--- START ---

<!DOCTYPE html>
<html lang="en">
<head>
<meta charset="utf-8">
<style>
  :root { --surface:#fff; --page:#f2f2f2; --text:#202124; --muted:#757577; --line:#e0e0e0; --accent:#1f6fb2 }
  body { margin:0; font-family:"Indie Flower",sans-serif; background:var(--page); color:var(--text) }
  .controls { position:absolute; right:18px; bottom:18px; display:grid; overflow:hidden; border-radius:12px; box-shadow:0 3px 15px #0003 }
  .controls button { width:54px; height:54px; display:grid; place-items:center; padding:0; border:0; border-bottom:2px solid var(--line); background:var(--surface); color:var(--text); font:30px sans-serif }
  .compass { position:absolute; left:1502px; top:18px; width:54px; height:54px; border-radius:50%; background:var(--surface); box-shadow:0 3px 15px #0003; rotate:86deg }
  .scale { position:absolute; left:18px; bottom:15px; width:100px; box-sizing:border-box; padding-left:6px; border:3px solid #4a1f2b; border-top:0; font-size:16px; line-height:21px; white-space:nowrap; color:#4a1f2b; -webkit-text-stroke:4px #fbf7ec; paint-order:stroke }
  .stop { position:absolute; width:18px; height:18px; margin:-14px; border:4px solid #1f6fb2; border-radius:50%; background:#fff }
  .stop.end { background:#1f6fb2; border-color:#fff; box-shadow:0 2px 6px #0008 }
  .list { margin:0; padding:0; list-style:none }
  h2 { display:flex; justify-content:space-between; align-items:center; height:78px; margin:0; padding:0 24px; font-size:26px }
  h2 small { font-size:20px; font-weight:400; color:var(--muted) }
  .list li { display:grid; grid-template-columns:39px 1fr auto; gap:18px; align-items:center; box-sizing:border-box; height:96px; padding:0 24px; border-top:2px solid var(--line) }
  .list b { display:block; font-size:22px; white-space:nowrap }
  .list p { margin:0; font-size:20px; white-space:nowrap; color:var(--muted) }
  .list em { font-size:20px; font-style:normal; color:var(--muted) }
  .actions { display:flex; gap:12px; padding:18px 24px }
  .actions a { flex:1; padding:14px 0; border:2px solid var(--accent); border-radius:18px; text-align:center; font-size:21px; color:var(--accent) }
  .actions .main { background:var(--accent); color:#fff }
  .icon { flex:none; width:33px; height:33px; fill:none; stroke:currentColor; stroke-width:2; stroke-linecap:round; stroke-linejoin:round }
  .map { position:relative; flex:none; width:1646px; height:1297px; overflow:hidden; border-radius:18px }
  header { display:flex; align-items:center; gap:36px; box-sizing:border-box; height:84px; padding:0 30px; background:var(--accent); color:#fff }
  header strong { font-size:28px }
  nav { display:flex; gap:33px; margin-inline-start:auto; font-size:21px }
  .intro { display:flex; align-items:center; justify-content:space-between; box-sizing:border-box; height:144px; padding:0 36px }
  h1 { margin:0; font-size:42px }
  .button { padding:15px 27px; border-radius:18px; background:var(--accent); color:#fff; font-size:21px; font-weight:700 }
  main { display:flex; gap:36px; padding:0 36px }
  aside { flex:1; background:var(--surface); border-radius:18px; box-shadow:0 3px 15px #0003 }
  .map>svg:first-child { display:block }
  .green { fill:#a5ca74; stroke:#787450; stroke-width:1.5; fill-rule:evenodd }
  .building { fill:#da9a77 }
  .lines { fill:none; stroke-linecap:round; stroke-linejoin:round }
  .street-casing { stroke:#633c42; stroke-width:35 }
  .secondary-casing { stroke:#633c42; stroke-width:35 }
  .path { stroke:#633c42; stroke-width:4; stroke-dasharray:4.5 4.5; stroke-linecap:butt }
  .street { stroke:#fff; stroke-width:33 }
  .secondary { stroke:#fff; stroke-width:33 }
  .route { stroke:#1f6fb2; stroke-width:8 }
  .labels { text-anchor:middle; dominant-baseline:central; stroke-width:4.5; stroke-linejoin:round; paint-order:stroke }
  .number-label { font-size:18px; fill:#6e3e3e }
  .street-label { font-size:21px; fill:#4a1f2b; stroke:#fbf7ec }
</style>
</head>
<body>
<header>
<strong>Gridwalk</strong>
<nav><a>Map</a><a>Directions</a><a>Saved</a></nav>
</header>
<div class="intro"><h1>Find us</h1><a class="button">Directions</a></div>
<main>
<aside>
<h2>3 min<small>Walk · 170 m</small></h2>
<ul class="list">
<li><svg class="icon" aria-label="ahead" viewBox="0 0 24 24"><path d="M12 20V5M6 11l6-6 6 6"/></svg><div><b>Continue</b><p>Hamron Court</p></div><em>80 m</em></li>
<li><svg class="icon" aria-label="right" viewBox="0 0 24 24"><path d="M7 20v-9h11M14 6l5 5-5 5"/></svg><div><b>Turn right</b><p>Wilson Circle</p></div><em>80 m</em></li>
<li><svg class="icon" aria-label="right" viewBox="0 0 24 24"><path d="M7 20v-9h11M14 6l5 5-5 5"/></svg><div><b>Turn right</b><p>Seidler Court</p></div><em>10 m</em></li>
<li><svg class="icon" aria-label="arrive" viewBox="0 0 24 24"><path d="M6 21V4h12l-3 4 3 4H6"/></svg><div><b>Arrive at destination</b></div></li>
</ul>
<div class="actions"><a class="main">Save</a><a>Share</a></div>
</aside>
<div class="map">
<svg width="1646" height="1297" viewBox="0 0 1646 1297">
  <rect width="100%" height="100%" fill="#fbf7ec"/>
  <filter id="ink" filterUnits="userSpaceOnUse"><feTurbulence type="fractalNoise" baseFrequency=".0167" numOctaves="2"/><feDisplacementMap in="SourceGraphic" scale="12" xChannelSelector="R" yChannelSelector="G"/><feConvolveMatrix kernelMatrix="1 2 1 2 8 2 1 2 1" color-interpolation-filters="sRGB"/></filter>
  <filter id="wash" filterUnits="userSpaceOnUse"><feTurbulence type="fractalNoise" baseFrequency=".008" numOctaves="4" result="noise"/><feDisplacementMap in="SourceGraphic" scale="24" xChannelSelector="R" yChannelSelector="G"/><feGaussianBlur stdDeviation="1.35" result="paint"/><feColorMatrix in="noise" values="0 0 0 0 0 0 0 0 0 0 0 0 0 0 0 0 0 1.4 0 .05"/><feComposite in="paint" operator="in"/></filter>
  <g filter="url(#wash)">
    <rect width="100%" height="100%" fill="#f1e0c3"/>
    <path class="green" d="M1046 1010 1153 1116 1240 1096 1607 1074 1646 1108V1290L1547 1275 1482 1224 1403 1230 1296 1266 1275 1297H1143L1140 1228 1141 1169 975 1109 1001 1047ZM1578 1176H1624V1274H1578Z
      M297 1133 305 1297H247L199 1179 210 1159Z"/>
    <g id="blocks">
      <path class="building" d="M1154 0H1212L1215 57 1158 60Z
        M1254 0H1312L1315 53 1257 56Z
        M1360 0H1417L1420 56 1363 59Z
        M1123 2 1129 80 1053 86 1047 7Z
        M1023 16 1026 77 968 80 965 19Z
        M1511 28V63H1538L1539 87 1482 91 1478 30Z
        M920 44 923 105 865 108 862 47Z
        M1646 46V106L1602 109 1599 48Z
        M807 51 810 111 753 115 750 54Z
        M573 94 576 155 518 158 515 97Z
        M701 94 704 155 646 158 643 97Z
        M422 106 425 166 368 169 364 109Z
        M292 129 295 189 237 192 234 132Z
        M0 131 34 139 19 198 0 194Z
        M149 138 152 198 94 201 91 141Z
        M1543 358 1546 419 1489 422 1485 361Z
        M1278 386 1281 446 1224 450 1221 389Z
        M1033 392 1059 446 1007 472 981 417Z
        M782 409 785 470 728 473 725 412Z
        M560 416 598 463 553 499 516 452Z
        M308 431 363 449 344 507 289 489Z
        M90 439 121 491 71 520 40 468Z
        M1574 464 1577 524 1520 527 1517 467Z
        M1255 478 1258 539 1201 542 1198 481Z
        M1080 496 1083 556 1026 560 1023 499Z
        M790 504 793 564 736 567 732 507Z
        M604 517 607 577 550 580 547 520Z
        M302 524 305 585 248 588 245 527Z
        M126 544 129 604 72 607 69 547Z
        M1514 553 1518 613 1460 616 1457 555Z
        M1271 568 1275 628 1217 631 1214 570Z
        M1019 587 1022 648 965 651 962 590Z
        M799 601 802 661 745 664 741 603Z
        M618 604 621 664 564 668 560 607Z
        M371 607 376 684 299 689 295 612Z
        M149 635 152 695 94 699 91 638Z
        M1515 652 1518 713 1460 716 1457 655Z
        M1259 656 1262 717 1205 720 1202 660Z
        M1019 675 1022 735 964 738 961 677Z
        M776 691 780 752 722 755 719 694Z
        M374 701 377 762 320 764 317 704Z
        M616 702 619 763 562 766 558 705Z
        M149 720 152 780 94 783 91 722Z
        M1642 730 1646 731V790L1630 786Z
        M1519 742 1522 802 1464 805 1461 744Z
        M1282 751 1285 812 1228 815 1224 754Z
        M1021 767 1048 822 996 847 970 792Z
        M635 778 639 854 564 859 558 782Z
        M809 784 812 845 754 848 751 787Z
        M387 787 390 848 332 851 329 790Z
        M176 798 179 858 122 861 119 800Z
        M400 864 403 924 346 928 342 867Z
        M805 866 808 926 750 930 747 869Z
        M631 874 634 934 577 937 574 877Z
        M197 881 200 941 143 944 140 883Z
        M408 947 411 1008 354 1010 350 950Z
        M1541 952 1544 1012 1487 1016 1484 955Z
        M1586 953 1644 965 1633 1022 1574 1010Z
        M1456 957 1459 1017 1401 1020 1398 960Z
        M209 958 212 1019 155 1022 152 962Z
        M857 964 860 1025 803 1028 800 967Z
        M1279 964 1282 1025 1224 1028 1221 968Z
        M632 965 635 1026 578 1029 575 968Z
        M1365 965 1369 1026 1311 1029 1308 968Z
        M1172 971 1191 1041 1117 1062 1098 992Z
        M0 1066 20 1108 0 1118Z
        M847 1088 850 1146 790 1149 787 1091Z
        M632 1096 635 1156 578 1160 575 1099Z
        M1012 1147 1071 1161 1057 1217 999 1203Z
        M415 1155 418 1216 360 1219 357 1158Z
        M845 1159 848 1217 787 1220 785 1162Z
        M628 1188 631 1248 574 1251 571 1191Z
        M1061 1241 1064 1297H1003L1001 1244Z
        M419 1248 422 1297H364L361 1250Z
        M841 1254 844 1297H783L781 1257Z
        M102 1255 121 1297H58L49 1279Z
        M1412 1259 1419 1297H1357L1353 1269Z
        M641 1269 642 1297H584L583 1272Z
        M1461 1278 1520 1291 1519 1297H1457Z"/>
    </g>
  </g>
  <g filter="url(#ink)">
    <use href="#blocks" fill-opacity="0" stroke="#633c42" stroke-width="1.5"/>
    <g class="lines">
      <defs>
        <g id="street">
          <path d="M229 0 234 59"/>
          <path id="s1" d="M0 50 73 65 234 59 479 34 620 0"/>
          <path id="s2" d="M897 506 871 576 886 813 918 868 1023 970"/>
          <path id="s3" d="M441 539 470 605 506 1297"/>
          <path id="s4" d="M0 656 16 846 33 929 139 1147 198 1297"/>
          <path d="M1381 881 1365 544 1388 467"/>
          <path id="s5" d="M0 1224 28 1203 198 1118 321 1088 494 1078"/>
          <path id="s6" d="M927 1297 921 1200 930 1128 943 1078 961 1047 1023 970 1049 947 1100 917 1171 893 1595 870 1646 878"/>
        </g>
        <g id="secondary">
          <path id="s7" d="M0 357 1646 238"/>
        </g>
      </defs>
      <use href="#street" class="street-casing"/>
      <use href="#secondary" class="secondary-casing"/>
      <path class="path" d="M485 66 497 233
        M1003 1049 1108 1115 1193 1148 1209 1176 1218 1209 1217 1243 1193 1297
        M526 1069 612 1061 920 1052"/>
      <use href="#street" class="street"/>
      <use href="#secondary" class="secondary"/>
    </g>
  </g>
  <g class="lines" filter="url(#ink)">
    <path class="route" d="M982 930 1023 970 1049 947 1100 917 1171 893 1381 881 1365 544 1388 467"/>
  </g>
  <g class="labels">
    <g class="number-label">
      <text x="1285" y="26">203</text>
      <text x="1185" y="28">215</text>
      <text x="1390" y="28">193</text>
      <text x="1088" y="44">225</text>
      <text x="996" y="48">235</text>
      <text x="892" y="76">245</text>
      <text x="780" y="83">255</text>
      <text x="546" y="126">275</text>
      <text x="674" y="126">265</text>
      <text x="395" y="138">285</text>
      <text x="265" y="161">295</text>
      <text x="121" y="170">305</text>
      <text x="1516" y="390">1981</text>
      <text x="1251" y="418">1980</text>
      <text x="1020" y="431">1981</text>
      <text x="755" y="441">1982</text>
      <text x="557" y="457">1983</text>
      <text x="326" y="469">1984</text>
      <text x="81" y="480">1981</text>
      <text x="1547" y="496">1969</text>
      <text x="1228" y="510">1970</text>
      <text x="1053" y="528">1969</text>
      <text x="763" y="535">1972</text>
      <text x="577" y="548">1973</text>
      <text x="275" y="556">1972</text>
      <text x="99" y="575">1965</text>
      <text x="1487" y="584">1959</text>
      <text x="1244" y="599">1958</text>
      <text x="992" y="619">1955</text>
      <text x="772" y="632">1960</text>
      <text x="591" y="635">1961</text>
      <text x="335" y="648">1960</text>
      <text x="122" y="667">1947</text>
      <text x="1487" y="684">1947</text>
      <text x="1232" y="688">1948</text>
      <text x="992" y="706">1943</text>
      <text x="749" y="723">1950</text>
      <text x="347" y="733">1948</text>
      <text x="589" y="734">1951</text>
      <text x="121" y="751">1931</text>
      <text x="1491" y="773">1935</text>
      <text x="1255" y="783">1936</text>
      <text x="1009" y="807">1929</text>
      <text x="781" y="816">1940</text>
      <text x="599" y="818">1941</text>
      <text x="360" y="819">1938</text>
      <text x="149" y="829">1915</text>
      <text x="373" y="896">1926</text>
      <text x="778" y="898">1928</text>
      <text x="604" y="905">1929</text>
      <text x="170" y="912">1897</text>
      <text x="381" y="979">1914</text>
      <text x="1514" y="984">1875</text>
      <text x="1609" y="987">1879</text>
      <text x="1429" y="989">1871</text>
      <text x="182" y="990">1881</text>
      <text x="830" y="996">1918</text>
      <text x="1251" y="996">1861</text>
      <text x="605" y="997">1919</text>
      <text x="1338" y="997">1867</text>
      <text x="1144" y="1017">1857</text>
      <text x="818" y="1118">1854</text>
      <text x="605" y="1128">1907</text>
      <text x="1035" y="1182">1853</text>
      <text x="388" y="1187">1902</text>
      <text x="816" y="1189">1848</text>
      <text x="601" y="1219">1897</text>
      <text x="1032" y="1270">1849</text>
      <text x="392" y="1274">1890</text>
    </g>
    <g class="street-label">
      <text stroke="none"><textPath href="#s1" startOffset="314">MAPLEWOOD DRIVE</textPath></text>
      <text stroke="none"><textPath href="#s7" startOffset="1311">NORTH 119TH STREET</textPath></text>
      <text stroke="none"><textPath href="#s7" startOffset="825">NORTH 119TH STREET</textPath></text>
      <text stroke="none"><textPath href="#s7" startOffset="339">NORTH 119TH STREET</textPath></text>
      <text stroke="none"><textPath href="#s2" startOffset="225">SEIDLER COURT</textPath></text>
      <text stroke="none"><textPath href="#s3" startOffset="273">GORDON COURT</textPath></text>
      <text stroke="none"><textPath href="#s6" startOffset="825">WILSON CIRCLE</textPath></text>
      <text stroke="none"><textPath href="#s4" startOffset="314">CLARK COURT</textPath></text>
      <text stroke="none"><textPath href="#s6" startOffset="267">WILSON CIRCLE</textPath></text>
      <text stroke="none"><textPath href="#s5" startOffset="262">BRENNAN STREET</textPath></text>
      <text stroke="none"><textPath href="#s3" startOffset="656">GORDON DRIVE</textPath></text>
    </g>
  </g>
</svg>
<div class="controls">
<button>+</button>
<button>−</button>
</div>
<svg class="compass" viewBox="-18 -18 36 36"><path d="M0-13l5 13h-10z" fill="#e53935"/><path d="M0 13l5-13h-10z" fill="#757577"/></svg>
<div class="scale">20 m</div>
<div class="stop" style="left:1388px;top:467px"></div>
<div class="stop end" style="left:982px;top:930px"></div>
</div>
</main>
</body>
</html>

--- END ---

Goal of the exercise: Each line above that has the word "serif" should be copied.

Written solution:
  body { margin:0; font-family:"Indie Flower",sans-serif; background:var(--page); color:var(--text) }
  .controls button { width:54px; height:54px; display:grid; place-items:center; padding:0; border:0; border-bottom:2px solid var(--line); background:var(--surface); color:var(--text); font:30px sans-serif }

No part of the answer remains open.